I thought I heard the Cordes pre-fab thing was somewhat analogous to how they make Pringle's potato chips: the wood (or the potato) is ground to a pulp and combined with whatever they use to bind it up, then shaped to each piece and extruded out. So it's still wood, but it's not. Like Pringle's are potatoes, but they're not.
As far as The Voyage's steel structure not having an effect on the ride - wait a few years. From what I've seen and felt, the CCI steel-structured woodies may save on maintenance and offer more stability, but it's pretty unforgiving and gives a "stiffer" ride the older it gets, and makes the track roughen up faster. It happened to Zeus, MBP Hurricane, Great White, Silver Comet - though the last two have been retracked pretty regularly and run good these days. Great White got a whole new trackbed of Douglas fir from M&V about five years ago, I think that helped a lot but it's getting rougher again. Fortunately Holiday World is good with maintenance, they know they have a big big winner and will do what it takes to keep it running as best as it can. But the bad spots show up even in the space of one season's operation, and it'll get harder as time goes on to keep up with it.
The point is, if the construction method, or in this case the manufacturing method is that different, then it's no long the same thing.

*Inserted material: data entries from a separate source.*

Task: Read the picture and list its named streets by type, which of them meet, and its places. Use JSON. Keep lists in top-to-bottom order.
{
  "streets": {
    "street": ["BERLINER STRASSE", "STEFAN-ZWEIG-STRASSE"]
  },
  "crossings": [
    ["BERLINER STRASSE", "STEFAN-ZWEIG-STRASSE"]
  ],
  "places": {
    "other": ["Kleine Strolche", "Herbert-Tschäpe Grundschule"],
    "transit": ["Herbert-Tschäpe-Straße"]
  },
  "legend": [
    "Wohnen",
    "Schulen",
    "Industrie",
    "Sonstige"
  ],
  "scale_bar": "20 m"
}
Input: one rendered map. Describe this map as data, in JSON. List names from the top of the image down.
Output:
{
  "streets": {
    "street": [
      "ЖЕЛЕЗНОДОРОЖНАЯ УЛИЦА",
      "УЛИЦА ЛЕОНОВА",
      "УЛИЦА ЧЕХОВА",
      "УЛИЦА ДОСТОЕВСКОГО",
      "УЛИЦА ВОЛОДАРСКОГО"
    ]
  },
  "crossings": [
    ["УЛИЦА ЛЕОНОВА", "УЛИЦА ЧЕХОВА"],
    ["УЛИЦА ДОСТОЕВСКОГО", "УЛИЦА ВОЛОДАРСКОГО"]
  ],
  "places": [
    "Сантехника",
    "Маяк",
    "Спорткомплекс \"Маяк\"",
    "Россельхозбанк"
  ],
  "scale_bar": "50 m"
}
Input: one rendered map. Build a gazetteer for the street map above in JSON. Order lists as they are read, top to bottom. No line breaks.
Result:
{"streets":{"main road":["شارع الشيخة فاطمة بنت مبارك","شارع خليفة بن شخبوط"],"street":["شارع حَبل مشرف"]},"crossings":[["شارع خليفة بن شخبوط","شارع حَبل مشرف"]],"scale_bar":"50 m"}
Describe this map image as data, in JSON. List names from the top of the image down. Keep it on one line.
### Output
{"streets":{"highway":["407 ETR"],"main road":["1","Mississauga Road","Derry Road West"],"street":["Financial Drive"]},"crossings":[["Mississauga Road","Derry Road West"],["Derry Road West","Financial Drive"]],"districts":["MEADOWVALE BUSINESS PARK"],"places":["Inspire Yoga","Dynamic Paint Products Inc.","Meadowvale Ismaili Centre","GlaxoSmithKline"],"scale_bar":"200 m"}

Jeff - Editor - CoasterBuzz.com - My Blog
Intimidator 305 the tallest most hated coaster nobody has ever ridden...
In a park full of steel coasters, I think ET was the right choice. It was Six Flags's way of adding what a lot of people had probably been requesting--another wood coaster--but it had to compliment "feel-wise" what already existed in the park.
There is no doubt to me that ET is just way out of control, and it's not even the airtime--which is scary enough--the MF-speed cable lift, the first drop in the back seat, or even the disturbing upstop wheel noises.
It's what occurs in the infield of RT that is simply baffling the first time you ride it (and maybe even after that). The turns are taken at such a high rate of speed (but smoothly) that I literally had no idea what had just occurred.
Ultimately, I'm on the fence about El Toro being a wood coaster. I think it does a great job of looking like one (and that's all the public needs to worry about), but the trains, wheels, and even the seats make it hard to for me to compare it to anything else in the States, except for another Intamin steel coaster like S:ROS at SFNE.
Will we ever see another stateside? If anyone has the money for it in the near future, it would be Busch, and BGE has a rather large plot of land looking for a new inhabitant, and they'd finally get their "wood" coaster without disturbing the neighbors too much.
Until then, ya gots two choices-- yer wood and yer steel.
"We must let go of the life we have planned, so as to accept the one that is waiting for us."
-Joseph Campbell
No. It was Six Flags way of adding a coaster they assumed they'd have to do as little maintenance as possible on.
Intamin Fan said:
Ultimately, I'm on the fence about El Toro being a wood coaster.
That's like being on the fence about Earth being spherical.
Because the poll is irrelevant to the discussion about whether or not manufacturing versus building makes enough of a difference in the ride experience to warrant categorizing it differently.
RatherGoodBear said:
If you have a problem with certain coasters being in the wood poll, shouldn't you be bothering, er, contacting Mitch about it?